Note: apologies for the quality of the images – a smudge on my camera’s lens have left them blurry.
Light years ago, well light years in blogging terms, but in reality only last July (still a longish time) I wrote a post on good value eating out in Dublin in which I said that said post was the first in an occasional series but as it’s only now that I am writing a second post it’s obviously going to be a very intermittent series.
The Hot Stove is a newish Dublin restaurant that opened in January 2013. Now strange and unplumbed are the ways in which small pieces of the lava of information that flow incessantly, in this our hyper-tech-charged-social-mediaized world, penetrates our temples (or mine at least): because if I did see something about The Hot Stove in the local media it didn’t register but when I spotted tweets with links to a New York Times article about eating out in Dublin by David Farley which mentioned a number of restaurants the one I zoned in on and most wanted to visit was The Hot Stove.
Buried in the basement of an elegant red-brick Georgian town house The Hot Stove has its entrance through number thirty-eight Parnell Square West, however the basement actually spans two houses so it’s large with two generous sized dining rooms and a substantial bar area.

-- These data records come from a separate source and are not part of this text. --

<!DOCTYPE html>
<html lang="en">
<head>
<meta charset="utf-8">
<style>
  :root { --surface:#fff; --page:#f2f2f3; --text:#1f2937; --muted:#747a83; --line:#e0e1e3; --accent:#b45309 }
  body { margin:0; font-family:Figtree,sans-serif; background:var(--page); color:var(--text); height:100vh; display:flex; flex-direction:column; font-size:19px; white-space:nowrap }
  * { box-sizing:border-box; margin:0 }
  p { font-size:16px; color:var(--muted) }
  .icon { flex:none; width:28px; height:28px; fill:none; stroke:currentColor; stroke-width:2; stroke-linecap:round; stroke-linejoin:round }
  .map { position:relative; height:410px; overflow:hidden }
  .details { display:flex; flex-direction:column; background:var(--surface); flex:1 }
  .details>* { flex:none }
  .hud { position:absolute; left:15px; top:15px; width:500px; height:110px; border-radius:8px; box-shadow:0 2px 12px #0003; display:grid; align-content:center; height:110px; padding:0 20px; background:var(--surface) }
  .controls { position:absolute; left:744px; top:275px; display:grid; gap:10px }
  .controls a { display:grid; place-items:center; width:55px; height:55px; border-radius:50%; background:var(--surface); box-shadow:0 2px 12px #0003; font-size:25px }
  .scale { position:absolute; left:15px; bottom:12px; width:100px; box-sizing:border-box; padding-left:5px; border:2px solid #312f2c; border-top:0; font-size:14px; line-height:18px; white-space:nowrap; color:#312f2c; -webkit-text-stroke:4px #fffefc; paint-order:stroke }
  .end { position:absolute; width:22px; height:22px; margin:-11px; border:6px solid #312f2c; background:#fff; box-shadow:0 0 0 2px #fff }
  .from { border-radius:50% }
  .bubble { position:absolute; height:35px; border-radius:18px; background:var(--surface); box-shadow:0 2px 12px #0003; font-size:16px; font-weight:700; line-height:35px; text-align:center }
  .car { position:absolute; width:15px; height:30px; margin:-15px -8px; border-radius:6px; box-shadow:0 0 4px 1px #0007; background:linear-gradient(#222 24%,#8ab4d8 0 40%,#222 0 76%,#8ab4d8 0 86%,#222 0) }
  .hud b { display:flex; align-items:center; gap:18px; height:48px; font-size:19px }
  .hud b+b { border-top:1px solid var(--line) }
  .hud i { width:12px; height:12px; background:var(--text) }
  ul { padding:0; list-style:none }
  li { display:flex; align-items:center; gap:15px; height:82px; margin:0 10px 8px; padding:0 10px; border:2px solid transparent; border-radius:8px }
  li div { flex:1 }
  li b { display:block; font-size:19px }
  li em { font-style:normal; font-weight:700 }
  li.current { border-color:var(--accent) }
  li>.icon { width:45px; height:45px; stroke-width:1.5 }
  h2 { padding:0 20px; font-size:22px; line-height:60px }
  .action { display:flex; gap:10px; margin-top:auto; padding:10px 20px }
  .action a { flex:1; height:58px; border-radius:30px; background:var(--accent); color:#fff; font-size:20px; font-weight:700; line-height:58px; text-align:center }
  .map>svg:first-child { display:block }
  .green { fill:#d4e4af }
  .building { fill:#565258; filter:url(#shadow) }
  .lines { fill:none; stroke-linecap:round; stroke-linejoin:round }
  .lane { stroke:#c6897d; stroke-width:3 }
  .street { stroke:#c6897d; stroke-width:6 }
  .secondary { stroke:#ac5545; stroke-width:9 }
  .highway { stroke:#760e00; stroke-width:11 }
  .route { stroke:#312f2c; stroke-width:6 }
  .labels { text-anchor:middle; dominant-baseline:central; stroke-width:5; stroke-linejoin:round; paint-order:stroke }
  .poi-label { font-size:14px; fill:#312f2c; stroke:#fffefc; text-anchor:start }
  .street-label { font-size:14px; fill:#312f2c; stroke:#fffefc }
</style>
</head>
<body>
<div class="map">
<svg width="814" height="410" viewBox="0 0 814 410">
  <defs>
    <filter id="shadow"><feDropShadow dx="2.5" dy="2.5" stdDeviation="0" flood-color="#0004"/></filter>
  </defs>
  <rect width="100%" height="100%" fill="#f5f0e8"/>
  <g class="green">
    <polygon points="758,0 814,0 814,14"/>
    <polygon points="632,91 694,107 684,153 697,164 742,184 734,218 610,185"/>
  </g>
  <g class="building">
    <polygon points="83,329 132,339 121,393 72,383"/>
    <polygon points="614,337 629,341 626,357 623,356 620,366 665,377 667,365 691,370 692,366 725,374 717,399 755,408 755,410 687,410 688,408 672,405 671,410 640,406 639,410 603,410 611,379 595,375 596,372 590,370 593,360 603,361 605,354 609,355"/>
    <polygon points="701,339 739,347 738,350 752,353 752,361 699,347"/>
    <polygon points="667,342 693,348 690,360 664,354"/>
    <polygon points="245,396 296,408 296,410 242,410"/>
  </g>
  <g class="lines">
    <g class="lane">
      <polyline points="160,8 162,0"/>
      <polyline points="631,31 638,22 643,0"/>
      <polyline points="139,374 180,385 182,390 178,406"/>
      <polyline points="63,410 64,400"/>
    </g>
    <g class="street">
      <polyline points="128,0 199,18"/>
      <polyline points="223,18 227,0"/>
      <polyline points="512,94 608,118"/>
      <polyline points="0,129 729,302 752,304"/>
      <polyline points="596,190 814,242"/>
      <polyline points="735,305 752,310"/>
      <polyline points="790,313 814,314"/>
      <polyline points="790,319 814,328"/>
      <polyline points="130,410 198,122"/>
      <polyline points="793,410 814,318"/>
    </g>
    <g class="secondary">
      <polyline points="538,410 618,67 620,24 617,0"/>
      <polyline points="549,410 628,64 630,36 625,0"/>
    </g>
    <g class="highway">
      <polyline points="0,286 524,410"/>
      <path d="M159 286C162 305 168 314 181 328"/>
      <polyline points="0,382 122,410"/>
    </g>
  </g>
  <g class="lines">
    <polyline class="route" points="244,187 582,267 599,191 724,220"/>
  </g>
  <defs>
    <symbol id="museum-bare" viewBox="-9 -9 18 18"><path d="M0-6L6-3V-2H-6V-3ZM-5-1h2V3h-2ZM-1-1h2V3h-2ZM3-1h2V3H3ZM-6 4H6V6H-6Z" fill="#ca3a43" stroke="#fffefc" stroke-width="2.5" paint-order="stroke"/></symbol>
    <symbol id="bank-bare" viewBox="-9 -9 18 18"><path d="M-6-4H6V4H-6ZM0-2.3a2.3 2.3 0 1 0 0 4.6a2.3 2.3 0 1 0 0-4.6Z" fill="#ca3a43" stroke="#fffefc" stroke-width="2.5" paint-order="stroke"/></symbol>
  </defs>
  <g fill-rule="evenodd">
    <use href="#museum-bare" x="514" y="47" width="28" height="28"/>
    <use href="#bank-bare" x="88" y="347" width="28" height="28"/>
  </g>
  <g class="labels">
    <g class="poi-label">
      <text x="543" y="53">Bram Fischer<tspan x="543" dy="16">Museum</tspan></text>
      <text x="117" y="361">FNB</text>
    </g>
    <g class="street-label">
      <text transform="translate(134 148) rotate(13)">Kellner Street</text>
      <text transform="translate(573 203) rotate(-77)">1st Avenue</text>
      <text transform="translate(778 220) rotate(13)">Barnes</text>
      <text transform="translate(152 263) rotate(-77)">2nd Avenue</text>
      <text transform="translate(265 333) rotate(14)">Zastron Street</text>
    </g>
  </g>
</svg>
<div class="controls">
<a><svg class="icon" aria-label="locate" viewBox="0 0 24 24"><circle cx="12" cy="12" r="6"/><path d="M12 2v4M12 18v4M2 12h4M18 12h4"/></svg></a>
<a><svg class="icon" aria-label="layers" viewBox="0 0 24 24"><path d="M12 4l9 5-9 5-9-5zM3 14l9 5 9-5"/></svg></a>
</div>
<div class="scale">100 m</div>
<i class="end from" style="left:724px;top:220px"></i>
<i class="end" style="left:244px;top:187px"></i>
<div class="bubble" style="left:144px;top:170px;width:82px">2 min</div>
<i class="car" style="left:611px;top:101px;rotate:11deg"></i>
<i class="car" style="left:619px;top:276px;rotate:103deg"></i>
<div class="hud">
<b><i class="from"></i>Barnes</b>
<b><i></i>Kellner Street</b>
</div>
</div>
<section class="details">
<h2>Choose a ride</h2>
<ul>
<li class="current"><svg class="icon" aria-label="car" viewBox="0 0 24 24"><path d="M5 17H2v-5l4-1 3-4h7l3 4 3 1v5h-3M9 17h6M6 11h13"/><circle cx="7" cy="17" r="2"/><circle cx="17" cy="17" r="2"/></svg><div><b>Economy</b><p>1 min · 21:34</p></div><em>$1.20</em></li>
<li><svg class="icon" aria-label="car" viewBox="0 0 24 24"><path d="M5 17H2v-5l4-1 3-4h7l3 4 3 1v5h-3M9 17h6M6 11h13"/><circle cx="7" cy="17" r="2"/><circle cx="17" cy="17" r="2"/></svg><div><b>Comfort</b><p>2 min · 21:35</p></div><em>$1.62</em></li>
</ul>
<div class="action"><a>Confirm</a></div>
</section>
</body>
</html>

The space is decorated in a restrained and tasteful way mostly in various shades of neutral but the colourful floor tiles add liveliness and particular nice touches are the chunky vintage radiators and the old range which gives The Hot Stove its name. There are snowy white starched table cloths and matching billowy napkins and crumbs are brushed from the table between courses: but, for all that, it’s not a stuffy spot.
Now good value, like beauty, is in the eye of the beholder: I imagine it is perfectly possible to ratchet up a large bill at The Hot Stove especially in the evening, but I was there for lunch and I choose from a menu which offered two courses for €20 or three for €25. I opted for two courses and given that the food was good I thought that was excellent value on a price to quality scale.
I had a main course of seared hake and braised endive, the hake was cooked to melt in the mouth perfection and was braceleted with a dressing of finely diced potato, chestnut, and blood orange. I don’t have a huge appetite so the dressing and the endive were adequate as accompaniments to the fish but those who do might like to order one of the sides (examples: duck fat fried chips at €4.50, braised red cabbage €3.50 …).
I choose apple crumble served with salt caramel and a cider sorbet for desert, this was good if not absolutely divine – I would have liked the crumble with something more robust than the delicate sorbet, such as vanilla ice-cream, however that’s not a criticism just a personal preference. There’s a decent wine list with a reasonable choice of wines by the glass, I had a Languedoc white – La Closerie des Lys’s vermentino.